Corrected: The Buffalo Teachers Federation is an affiliate member of the National Education Association.
Five elementary students from a charter school arrived at a Buffalo, N.Y., public school competition ready to play “Ode to Joy” on their violins. But they were barred from the contest, triggering an outpouring of angry accusations and casting the children as victims of an increasingly hostile struggle over the city’s growing charter school movement.
The district music director’s decision, made last month as the children waited to perform, has rippled into administration offices, down school hallways, and onto local talk radio. Charter school advocates accuse district leaders of discriminating against them and their students; district officials contend the incident has been misconstrued.
Marion Canedo, the superintendent of the 43,000-student district, has apologized to the children and invited them to perform at a school board meeting this month. The students received other invitations from a local symphony and broadcast news media. But last week, nerves were still raw.

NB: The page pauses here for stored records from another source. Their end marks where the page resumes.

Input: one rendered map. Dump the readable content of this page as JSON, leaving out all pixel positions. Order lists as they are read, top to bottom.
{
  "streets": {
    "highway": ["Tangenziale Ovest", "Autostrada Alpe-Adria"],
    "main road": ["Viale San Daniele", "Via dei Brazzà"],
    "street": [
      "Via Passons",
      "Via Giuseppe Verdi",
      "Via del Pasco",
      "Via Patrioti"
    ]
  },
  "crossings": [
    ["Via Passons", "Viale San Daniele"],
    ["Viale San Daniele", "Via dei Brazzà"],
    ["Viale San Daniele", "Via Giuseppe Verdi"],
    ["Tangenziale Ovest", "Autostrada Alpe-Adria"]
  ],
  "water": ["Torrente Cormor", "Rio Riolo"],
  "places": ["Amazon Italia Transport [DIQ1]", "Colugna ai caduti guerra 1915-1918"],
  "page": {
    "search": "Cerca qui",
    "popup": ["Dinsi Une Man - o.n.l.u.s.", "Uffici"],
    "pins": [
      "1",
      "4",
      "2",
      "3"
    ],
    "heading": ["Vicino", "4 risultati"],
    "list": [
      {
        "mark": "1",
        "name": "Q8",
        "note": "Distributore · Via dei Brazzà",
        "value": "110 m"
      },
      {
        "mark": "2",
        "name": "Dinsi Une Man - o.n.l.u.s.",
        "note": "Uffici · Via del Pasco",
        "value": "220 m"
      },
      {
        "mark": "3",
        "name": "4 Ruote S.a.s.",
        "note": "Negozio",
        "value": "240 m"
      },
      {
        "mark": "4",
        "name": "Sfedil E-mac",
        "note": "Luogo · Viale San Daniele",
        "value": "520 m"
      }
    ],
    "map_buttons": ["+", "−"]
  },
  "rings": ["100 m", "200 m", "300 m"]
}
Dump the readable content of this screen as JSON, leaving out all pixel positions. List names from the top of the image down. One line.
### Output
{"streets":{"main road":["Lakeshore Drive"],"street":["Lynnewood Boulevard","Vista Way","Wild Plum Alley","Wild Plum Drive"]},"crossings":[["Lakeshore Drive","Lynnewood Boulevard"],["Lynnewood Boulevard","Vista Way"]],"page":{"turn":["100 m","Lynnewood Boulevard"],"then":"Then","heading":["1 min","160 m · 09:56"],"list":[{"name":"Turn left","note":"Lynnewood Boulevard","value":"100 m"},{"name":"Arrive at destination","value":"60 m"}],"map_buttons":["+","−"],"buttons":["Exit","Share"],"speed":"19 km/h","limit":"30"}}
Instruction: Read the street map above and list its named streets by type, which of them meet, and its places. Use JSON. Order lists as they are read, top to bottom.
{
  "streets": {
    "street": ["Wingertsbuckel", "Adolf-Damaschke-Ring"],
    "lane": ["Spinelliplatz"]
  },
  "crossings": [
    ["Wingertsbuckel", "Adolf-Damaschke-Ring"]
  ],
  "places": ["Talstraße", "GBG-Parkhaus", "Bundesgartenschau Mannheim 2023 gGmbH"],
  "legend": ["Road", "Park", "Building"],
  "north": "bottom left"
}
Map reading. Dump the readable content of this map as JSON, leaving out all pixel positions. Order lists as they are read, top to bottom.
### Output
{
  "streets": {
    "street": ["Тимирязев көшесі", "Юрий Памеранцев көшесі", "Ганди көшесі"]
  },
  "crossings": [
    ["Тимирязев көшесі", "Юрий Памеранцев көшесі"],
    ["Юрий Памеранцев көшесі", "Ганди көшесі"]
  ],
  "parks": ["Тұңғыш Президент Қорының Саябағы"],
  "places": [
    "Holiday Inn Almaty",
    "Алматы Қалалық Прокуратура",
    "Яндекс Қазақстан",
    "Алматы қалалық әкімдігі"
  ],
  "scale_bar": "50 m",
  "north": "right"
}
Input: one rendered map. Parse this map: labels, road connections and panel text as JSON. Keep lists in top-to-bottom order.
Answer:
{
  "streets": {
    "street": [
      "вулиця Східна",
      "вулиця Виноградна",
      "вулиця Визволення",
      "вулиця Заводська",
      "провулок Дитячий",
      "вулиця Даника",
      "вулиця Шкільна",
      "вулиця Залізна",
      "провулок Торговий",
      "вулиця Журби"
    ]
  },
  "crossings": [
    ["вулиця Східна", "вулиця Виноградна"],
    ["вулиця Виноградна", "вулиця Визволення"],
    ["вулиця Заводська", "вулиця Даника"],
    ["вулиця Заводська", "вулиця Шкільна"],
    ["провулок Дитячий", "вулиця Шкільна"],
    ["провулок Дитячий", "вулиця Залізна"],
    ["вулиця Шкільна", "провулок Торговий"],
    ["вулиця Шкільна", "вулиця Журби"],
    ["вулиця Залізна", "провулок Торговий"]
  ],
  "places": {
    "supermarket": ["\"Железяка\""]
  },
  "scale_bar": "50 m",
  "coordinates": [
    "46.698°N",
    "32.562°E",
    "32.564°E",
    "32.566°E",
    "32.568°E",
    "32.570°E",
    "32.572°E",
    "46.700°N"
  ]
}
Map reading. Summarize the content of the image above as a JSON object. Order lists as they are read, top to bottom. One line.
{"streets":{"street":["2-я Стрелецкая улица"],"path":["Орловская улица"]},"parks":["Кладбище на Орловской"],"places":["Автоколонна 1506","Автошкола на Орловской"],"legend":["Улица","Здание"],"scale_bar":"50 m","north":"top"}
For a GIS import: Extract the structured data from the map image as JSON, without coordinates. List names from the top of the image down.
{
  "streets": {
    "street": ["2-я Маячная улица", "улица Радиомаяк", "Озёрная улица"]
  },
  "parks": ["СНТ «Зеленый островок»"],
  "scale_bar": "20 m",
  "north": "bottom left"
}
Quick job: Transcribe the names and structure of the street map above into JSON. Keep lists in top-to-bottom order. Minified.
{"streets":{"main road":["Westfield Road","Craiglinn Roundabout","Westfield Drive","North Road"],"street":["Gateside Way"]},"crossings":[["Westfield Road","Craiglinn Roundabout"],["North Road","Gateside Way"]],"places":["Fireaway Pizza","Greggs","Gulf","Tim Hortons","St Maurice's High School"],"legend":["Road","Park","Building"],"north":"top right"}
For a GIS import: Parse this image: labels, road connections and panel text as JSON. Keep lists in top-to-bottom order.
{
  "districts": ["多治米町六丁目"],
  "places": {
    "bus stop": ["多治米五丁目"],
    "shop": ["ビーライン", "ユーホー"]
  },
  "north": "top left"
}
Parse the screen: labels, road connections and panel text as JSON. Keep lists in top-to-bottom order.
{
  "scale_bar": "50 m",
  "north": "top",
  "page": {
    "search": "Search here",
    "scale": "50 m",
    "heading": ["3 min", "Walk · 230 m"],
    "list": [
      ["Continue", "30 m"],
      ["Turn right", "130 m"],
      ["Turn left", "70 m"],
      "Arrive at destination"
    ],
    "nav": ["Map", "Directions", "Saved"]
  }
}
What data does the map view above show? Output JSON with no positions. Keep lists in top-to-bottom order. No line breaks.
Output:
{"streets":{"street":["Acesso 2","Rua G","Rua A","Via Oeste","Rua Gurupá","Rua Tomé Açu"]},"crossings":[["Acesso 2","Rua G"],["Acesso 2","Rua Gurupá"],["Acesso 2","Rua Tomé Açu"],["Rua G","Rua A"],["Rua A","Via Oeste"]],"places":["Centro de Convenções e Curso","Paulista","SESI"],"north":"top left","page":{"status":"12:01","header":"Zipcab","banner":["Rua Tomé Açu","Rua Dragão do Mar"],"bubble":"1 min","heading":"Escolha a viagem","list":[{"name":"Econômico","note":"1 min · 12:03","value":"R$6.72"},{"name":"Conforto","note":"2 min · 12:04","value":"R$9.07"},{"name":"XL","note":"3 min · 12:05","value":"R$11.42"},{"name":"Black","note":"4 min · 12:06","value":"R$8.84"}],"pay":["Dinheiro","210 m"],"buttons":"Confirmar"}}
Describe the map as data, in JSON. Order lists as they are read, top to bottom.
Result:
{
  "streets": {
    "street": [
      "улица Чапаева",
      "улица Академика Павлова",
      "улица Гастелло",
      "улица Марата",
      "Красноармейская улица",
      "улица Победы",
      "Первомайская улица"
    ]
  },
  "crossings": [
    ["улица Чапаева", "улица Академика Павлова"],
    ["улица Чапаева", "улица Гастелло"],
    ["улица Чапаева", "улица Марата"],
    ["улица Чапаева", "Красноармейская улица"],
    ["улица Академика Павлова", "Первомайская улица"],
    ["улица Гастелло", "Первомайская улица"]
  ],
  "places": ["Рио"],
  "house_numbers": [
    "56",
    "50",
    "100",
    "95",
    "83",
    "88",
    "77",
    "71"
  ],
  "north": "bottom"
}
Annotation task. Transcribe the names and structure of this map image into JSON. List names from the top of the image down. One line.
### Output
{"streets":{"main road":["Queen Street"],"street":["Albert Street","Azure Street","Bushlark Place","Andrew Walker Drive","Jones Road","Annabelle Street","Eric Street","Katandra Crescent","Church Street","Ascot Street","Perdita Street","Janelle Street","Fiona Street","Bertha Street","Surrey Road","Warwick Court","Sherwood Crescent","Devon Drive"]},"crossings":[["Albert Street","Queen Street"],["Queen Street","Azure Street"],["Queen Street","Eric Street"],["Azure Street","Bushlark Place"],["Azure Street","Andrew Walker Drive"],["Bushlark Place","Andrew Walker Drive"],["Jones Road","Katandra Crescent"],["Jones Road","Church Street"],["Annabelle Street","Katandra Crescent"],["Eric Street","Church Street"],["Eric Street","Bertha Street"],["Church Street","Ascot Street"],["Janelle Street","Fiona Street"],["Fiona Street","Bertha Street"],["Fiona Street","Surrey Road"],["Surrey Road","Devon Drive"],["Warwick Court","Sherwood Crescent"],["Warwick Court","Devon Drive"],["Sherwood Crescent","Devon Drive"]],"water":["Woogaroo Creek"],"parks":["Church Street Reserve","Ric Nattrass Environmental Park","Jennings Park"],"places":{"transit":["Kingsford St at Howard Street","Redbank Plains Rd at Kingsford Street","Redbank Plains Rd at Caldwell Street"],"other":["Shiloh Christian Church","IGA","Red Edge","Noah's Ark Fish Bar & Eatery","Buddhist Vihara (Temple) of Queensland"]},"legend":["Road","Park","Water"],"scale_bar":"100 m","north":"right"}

“Oh, God, can’t we talk about something else?” school board member Denise Hanlon said when asked about the controversy. “It’s just been a mess.”
Claity Massey, the director of King Center Charter School, which enrolls the five violinists, said she believes the March 23 incident touched a nerve because it drew children into an adult dispute.
“Most people have a generous spirit, and they saw it as discriminatory and unfair—like who would pick on young children that way?” she said.
Backdrop of Tension
The concert came amid tension over the Buffalo board of education’s unanimous December decision to encourage development of a network of charter schools within its boundaries. Nine charter schools, which are publicly financed but independent of most district rules, already operate in Buffalo. (“Buffalo Board Votes to Court Charter Schools,” Jan. 7, 2004.)
The unions representing Buffalo teachers and administrators are strongly opposed to charter schools, noting among other arguments that they divert money from the district budget. All nine school board members face re-election on May 4, and the unions are working to post candidates to oppose them.
At the contest last month, the five 2nd and 3rd graders from King Center Charter School had planned to perform with students from a regular Buffalo public school, whose music teacher taught them violin at King after school.
But when Mark Garcia, the district’s music supervisor, realized that the five attended a charter school, he told the teacher and the two parent escorts from King that the children could not play.
“I asked him why our children couldn’t perform. He said because our students attend a charter school, and that the performance was strictly for Buffalo public school students,” said Maureen Bell- Baskerville, whose 8-year-old daughter was one of the violinists.
Mr. Garcia told her that when the music teacher called his office to request permission to bring the children, he “should have mentioned” that they were charter school students, Ms. Bell-Baskerville said.
Mr. Garcia said the fact that the children attend a charter school had less to do with his decision than the fact that they were not properly signed up to play. He feels bad that children paid the price because adults didn’t follow proper procedure, he said.
Andrew Maddigan, a spokesman for the Buffalo district, said district leaders wish Mr. Garcia had let the students play and had resolved other issues later.
But Mr. Garcia was suddenly faced with deciding whether districtwide events were open to charter school students, was aware of the “precedent-setting implications” of the decision, and “had nothing to go on, no district policy,” Mr. Maddigan said.
“All this is uncharted territory,” said Mr. Maddigan. He pointed out that the district is undergoing great change, with the charter network and the board’s recent decision to adopt an open-enrollment policy starting in the fall.
“We had to come to this point, but it’s unfortunate it was thrust upon everybody in such an awkward way,” the spokesman said.
Some believe that the concert incident took on an extra charge because it followed a union-driven push for a boycott of an annual districtwide fund-raiser called Carnival in the Park.
Twenty-two of the 35 regular public schools that had planned to participate in the June 5 event dropped out after the unions urged members not to take part alongside charter schools, said Michelle Stevens, the event’s chief organizer.
“One principal whose school had participated for several years called me and said, ‘I’ve just had a call from my union saying I really don’t want to be a school that participates in Carnival, and I just can’t do it,’” Ms. Stevens said.
Philip B. Rumore, the president of the Buffalo Teachers Federation, a 3,800-member affiliate of the American Federation of Teachers, said it was his own members who urged him to “withdraw our support and advise teachers that we’ve withdrawn our support.”
Unless charter schools are financed in a way that doesn’t take money from the district, his union cannot support them, he said.
Many Buffalo charter school advocates lament the unions’ anti-charter campaign, saying such schools broaden parents’ choices and enhance the school district’s mission: serving students.
“There is a lot of narrow-mindedness going on,” said Joy Pepper, the director of Tapestry Charter School. “The ultimate goal is what is in the best interests of children. That seems to be overlooked.”